= Peter K. Homer =

American aerospace engineer (born 1961)

Peter K. Homer (born 1961) is an American aerospace engineer from Southwest Harbor, Maine. He won $200,000 from NASA for his entry in the Astronaut Glove Challenge. The competition was held on Thursday, May 3, 2007, with a total of five teams competing (two of which dropped out prior the commencement of the competition), and was one of NASA's seven Centennial Challenges. The gloves were rated on strength, flexibility and comfort. Homer's glove design performed better overall than the competition and NASA hopes it will help improve future astronaut gloves. He was unemployed at the time of his victory.

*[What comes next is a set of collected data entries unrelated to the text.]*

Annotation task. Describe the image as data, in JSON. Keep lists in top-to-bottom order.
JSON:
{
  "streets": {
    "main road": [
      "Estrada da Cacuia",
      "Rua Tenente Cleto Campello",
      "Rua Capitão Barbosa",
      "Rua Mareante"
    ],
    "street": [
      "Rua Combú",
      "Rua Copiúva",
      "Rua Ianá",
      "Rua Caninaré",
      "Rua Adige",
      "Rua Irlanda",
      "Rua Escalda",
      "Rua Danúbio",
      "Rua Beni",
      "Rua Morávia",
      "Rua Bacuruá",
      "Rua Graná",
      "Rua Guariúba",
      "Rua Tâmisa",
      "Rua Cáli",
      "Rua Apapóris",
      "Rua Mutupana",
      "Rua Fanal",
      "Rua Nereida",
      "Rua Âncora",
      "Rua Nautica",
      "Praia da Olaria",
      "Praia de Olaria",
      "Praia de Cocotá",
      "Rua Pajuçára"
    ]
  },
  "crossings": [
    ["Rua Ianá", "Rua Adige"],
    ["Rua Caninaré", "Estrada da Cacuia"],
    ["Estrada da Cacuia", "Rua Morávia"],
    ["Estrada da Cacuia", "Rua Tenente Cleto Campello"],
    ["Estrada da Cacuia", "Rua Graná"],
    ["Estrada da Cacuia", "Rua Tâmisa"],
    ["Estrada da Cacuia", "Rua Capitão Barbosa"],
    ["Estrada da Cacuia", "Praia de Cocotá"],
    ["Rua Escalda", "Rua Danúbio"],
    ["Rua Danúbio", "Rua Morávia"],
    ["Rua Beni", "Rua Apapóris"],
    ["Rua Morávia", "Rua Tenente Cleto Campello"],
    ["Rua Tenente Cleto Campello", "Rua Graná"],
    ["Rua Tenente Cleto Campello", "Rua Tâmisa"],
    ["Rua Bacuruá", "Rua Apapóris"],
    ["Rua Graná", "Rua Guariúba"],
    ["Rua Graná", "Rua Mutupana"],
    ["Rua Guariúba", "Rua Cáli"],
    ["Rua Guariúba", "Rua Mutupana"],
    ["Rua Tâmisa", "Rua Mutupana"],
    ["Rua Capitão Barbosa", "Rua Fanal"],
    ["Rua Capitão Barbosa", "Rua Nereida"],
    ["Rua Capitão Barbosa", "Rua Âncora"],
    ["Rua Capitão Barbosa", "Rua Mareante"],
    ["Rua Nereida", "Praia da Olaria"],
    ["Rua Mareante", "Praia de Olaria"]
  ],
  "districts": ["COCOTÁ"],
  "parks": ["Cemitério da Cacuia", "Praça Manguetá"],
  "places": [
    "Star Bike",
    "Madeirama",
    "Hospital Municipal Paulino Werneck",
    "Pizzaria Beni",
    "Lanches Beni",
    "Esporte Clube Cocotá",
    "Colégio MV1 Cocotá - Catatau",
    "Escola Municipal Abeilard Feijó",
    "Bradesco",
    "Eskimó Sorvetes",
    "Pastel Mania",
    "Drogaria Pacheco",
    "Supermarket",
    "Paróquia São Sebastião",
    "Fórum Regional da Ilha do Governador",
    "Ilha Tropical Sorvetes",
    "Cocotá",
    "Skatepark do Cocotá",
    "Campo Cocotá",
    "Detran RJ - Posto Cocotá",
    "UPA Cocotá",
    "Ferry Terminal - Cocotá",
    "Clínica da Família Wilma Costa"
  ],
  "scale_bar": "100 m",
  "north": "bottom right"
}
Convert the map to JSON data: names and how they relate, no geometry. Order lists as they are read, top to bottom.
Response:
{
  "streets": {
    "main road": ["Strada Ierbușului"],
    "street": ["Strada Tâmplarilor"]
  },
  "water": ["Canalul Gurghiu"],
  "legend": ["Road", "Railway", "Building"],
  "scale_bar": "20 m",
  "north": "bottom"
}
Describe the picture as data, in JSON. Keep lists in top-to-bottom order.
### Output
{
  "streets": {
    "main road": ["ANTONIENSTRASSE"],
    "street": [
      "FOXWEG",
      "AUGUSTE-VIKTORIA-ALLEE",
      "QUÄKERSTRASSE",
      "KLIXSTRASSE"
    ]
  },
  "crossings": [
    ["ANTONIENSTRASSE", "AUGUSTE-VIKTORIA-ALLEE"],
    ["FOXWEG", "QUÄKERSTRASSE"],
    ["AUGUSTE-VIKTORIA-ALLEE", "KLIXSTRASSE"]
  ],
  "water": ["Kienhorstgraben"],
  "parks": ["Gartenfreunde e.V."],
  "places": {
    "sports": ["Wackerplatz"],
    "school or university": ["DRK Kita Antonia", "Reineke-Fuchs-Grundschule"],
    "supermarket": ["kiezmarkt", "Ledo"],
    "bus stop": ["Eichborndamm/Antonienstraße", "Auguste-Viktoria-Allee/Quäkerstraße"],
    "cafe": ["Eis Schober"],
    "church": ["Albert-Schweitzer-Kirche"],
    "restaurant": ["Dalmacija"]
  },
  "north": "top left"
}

In 2009, Peter K. Homer once again won the Astronaut Glove Challenge. Differing from the previous competition, the 2009 version of the glove was required to have a thermal micrometeorite garment, which is the outermost layer of the astronaut's glove.

When performing a space walk, NASA astronauts use their hands as their primary way to move around and complete tasks. After many hours of working inside the pressurized gloves, the force required by the astronauts to move their fingers and wrists back and forth repeatedly often results in blisters, abrasions and damaged fingernails. New technologies would reduce discomfort and make the astronauts' jobs easier and safer.

Of his space-glove know-how, Homer said: "I had to make it up, because there is no book you can buy about this. There is no pattern".

Homer helped develop the Space X space suit and was also hired by Los Angeles-based Orbital Outfitters, which intended to put his engineering and sewing skills to work on a pressurized space suit for suborbital space flyers.

As of 2025 he is working with the University of Arizona to test his full pressure suit's capabilities.

== Education ==
Peter maintains an undergraduate mechanical engineering degree from Rensselaer Polytechnic Institute and an M.S. in aeronautical and astronautical engineering-advanced composite structures from Stanford University.